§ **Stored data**
=== Begin Enclosure ===
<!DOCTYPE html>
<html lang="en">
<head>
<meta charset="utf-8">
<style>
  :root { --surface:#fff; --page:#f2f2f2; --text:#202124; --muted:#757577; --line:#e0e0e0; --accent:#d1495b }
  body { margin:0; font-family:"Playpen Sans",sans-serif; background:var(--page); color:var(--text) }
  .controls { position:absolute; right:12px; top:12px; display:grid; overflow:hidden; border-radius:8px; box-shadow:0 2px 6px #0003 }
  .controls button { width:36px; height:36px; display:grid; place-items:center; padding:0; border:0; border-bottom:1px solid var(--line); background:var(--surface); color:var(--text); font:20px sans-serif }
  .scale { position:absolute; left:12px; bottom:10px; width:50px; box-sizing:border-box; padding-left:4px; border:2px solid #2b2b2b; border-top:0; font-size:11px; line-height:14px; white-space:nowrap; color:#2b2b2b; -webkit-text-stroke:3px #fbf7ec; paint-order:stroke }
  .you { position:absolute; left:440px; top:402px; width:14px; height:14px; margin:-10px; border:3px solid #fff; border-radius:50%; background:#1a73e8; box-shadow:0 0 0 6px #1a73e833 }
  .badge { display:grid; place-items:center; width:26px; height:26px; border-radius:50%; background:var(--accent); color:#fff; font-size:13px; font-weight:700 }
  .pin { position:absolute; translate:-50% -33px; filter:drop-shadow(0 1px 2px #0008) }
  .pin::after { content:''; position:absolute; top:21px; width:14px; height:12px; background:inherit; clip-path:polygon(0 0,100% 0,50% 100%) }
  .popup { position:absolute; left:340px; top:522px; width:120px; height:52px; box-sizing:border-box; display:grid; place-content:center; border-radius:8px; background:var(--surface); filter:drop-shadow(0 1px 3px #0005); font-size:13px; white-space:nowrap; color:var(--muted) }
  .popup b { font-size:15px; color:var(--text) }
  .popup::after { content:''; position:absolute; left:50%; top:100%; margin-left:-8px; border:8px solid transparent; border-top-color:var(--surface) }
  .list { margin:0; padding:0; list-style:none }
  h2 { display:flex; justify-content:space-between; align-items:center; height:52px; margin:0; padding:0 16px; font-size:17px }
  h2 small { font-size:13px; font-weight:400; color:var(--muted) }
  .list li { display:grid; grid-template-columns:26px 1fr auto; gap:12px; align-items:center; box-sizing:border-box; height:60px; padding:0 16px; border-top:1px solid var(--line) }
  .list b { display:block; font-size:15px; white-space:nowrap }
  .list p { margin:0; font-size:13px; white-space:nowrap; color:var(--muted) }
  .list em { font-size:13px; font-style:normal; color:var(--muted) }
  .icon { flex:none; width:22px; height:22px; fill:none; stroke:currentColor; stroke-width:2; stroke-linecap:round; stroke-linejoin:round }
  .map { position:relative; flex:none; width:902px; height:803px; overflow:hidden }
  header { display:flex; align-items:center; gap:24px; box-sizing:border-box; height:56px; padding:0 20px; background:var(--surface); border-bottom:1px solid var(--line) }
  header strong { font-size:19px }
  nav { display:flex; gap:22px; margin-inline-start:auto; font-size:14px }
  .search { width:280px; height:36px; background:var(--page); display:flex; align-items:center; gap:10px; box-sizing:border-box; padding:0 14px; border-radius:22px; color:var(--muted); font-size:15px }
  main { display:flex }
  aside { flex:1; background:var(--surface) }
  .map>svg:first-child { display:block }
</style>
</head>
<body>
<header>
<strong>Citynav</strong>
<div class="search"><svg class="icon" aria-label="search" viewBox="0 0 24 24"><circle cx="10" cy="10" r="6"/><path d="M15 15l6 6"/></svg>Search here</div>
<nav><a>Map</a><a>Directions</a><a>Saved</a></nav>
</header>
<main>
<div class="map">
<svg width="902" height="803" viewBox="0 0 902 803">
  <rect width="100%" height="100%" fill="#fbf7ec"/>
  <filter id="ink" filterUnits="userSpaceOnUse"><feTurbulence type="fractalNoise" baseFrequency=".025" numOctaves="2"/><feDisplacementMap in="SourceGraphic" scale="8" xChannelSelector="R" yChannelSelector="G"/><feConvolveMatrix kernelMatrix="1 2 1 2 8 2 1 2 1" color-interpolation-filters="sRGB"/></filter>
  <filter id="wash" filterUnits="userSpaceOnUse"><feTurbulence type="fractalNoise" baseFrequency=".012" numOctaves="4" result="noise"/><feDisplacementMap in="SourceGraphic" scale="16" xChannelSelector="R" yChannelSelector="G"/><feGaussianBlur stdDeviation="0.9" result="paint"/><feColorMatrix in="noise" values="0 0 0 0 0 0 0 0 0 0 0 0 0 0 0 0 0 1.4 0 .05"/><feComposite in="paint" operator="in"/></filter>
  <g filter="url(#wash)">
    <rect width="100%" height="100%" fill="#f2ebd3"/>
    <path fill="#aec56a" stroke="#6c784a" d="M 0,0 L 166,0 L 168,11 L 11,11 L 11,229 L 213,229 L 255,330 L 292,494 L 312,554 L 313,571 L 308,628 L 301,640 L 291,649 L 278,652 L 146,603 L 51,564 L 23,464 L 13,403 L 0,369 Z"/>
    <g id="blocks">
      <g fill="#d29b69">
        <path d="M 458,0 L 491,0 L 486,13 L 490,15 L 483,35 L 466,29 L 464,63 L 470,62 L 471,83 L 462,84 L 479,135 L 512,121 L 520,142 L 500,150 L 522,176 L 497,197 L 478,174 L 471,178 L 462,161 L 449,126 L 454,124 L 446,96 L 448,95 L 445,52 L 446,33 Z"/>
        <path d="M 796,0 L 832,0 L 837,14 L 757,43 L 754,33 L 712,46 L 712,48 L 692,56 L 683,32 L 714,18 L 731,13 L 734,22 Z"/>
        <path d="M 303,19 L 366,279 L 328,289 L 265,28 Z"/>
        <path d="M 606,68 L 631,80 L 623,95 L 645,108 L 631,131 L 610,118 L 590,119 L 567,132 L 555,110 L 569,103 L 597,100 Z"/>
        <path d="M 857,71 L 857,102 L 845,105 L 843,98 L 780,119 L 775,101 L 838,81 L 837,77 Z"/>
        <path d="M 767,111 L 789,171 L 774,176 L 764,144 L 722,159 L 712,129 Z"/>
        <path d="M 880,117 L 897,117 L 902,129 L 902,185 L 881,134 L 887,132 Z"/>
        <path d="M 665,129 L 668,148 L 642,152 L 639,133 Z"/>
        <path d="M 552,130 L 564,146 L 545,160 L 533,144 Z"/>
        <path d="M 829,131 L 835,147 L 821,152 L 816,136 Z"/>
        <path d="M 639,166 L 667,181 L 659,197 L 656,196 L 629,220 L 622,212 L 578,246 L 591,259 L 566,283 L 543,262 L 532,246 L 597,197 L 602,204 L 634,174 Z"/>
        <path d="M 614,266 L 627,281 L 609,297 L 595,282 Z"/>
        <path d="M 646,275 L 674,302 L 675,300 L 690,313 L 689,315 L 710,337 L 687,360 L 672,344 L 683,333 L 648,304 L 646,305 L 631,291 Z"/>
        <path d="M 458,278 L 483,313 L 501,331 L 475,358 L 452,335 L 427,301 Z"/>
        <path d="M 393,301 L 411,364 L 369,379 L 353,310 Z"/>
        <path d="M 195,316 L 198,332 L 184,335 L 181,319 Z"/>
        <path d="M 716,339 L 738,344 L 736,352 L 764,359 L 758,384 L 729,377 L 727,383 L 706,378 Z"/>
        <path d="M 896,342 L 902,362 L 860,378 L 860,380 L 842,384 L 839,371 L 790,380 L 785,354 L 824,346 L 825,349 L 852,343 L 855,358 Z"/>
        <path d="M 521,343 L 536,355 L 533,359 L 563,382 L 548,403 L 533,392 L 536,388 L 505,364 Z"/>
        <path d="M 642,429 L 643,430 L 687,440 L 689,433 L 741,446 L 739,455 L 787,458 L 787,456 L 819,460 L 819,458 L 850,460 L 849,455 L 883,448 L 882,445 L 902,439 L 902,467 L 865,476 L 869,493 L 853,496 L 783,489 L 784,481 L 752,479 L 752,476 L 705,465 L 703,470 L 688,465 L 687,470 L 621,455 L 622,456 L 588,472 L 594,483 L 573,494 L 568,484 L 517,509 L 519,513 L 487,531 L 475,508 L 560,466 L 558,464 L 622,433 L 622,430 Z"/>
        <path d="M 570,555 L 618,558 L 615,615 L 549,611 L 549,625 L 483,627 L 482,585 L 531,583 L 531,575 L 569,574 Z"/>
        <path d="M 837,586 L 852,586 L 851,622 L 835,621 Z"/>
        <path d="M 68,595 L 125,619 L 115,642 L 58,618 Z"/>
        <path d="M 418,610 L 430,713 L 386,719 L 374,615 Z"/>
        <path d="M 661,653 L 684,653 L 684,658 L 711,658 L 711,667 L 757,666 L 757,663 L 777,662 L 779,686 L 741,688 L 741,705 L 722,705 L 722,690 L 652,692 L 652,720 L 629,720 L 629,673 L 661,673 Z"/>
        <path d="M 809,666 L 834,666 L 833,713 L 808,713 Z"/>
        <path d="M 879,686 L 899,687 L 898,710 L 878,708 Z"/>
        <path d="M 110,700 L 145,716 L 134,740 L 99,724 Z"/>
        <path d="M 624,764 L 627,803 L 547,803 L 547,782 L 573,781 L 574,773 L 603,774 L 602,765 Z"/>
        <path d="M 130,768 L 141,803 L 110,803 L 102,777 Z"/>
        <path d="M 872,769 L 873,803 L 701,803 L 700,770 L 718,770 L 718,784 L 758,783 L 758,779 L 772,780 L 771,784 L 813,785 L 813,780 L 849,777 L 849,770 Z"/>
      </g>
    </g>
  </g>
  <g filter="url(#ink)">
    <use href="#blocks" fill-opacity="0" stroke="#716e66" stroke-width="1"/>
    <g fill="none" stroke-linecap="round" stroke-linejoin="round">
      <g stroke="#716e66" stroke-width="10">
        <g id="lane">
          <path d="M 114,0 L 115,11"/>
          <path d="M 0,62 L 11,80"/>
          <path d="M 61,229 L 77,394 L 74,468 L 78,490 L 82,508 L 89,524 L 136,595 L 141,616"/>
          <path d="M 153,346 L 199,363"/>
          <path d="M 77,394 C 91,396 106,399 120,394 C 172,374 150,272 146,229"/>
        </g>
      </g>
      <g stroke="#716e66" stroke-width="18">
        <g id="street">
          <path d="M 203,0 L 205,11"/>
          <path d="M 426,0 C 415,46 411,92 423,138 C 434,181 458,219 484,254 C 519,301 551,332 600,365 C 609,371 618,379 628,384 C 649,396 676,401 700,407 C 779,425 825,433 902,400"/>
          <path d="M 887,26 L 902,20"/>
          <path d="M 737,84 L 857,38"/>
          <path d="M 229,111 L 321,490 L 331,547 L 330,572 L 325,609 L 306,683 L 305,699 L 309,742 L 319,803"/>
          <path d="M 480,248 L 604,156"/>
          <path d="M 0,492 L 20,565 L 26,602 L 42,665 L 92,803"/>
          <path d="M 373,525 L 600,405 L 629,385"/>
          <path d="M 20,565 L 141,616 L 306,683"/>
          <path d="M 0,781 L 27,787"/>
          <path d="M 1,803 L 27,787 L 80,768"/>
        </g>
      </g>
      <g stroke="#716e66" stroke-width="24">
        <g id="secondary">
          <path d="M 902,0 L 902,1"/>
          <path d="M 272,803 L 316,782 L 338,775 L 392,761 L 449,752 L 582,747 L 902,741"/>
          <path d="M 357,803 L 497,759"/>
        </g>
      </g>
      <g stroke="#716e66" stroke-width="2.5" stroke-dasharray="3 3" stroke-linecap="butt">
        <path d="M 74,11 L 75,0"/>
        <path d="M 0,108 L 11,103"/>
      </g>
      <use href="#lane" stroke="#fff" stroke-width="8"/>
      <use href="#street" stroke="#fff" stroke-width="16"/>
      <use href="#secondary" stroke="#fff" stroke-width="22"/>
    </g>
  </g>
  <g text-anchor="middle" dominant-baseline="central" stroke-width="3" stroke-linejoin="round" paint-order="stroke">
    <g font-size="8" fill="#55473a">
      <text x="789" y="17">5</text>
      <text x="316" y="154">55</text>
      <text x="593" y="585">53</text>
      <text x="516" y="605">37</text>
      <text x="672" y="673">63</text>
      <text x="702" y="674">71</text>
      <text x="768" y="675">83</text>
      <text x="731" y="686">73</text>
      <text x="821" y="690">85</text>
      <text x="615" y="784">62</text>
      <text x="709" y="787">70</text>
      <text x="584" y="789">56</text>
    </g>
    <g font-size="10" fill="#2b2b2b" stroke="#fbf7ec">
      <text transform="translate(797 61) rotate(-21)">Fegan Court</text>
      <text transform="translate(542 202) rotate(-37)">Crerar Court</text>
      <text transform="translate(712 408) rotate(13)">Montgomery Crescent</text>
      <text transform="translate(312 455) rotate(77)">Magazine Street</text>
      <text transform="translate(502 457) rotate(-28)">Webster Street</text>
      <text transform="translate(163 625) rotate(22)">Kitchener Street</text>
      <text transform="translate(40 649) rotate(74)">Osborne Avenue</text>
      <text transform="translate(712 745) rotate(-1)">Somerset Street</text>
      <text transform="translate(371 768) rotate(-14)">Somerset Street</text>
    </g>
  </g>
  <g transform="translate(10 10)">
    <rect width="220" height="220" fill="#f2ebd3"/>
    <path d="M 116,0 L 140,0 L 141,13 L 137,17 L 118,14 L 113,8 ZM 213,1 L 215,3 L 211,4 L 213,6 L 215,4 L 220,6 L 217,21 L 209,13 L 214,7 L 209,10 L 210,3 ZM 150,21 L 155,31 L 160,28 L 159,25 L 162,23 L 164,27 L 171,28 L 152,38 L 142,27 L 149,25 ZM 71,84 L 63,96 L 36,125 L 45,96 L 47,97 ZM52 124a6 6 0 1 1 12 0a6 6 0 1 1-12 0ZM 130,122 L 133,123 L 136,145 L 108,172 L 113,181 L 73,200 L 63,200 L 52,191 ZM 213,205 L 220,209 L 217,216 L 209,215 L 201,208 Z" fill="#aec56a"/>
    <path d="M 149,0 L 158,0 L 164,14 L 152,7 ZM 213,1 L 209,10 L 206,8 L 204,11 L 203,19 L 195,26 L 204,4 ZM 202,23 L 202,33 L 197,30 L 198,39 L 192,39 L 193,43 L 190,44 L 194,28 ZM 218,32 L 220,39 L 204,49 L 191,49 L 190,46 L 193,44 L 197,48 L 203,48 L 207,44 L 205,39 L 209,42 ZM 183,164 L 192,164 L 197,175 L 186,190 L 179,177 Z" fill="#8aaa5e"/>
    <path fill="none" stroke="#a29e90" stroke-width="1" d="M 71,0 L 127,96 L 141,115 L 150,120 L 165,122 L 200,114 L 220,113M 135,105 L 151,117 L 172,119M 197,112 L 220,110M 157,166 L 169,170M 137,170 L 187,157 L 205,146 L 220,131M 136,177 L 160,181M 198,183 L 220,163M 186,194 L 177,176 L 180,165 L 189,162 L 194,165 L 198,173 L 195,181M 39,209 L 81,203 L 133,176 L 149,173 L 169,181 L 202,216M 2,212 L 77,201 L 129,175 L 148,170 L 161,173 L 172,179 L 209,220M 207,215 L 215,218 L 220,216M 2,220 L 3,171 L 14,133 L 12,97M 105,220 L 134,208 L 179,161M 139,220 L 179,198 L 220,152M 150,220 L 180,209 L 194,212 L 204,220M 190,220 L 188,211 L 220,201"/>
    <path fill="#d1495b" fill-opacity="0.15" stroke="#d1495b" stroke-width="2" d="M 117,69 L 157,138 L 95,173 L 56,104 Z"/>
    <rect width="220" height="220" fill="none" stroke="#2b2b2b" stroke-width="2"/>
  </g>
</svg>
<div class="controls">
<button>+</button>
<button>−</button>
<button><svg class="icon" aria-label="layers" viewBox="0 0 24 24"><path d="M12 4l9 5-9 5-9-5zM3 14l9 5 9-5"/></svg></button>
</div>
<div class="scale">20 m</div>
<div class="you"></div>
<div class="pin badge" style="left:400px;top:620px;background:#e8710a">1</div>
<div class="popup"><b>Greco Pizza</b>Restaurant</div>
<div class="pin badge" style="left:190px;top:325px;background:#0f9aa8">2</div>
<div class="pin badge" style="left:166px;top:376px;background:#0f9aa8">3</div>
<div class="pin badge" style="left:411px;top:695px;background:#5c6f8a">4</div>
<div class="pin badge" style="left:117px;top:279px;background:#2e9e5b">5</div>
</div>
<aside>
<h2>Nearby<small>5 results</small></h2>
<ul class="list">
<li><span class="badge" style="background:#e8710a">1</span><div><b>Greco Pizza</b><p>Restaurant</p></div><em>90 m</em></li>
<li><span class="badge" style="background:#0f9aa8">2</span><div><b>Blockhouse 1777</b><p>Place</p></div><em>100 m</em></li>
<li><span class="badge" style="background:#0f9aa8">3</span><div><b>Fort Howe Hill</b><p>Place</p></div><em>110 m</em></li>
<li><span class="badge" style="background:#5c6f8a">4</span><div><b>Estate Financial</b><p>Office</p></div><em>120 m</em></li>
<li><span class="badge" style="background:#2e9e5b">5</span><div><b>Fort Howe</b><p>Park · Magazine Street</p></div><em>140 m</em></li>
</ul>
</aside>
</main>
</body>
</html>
=== End Enclosure ===
For this exercise, output exactly the lines above from the line with "margin:0; padding:0; list-style:none" to the line with "<strong>Citynav</strong>", counting both, and leave out the rest.

§ **Result of the exercise**
  .list { margin:0; padding:0; list-style:none }
  h2 { display:flex; justify-content:space-between; align-items:center; height:52px; margin:0; padding:0 16px; font-size:17px }
  h2 small { font-size:13px; font-weight:400; color:var(--muted) }
  .list li { display:grid; grid-template-columns:26px 1fr auto; gap:12px; align-items:center; box-sizing:border-box; height:60px; padding:0 16px; border-top:1px solid var(--line) }
  .list b { display:block; font-size:15px; white-space:nowrap }
  .list p { margin:0; font-size:13px; white-space:nowrap; color:var(--muted) }
  .list em { font-size:13px; font-style:normal; color:var(--muted) }
  .icon { flex:none; width:22px; height:22px; fill:none; stroke:currentColor; stroke-width:2; stroke-linecap:round; stroke-linejoin:round }
  .map { position:relative; flex:none; width:902px; height:803px; overflow:hidden }
  header { display:flex; align-items:center; gap:24px; box-sizing:border-box; height:56px; padding:0 20px; background:var(--surface); border-bottom:1px solid var(--line) }
  header strong { font-size:19px }
  nav { display:flex; gap:22px; margin-inline-start:auto; font-size:14px }
  .search { width:280px; height:36px; background:var(--page); display:flex; align-items:center; gap:10px; box-sizing:border-box; padding:0 14px; border-radius:22px; color:var(--muted); font-size:15px }
  main { display:flex }
  aside { flex:1; background:var(--surface) }
  .map>svg:first-child { display:block }
</style>
</head>
<body>
<header>
<strong>Citynav</strong>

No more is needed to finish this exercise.